## Problem description
Retype the entries exactly, but skip the pictures.

## Stored data entries
BEGIN

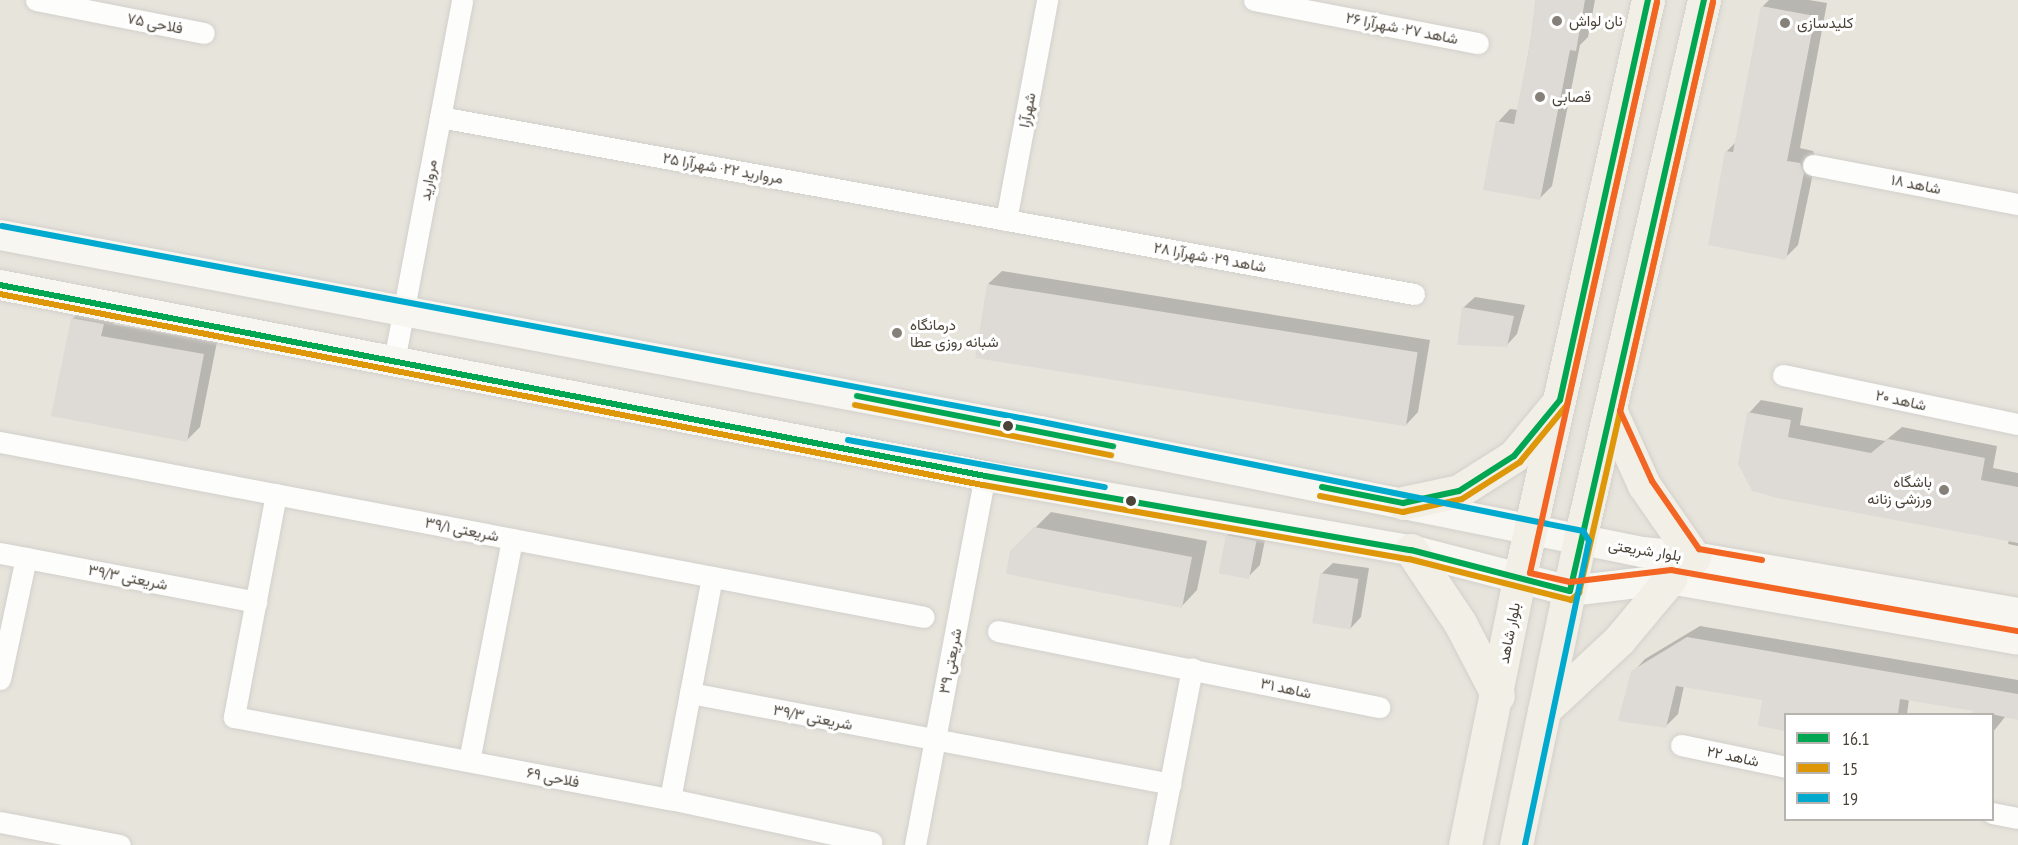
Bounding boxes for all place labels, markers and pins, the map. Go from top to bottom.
place label: نان لواش [1569,12,1623,30]
marker: نان لواش [1550,14,1564,28]
place label: کلیدسازی [1797,14,1853,32]
marker: کلیدسازی [1778,16,1792,30]
place label: قصابی [1552,88,1591,106]
marker: قصابی [1533,90,1547,104]
place label: درمانگاه شبانه روزی عطا [910,315,999,350]
marker: درمانگاه شبانه روزی عطا [888,324,906,342]
unlabelled marker [1002,420,1014,432]
place label: باشگاه ورزشی زنانه [1867,472,1932,507]
marker: باشگاه ورزشی زنانه [1937,483,1951,497]
unlabelled marker [1125,495,1137,507]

END

## Written answer
Bounding boxes for all place labels, markers and pins, the map. Go from top to bottom.
place label: نان لواش [1569,12,1623,30]
marker: نان لواش [1550,14,1564,28]
place label: کلیدسازی [1797,14,1853,32]
marker: کلیدسازی [1778,16,1792,30]
place label: قصابی [1552,88,1591,106]
marker: قصابی [1533,90,1547,104]
place label: درمانگاه شبانه روزی عطا [910,315,999,350]
marker: درمانگاه شبانه روزی عطا [888,324,906,342]
unlabelled marker [1002,420,1014,432]
place label: باشگاه ورزشی زنانه [1867,472,1932,507]
marker: باشگاه ورزشی زنانه [1937,483,1951,497]
unlabelled marker [1125,495,1137,507]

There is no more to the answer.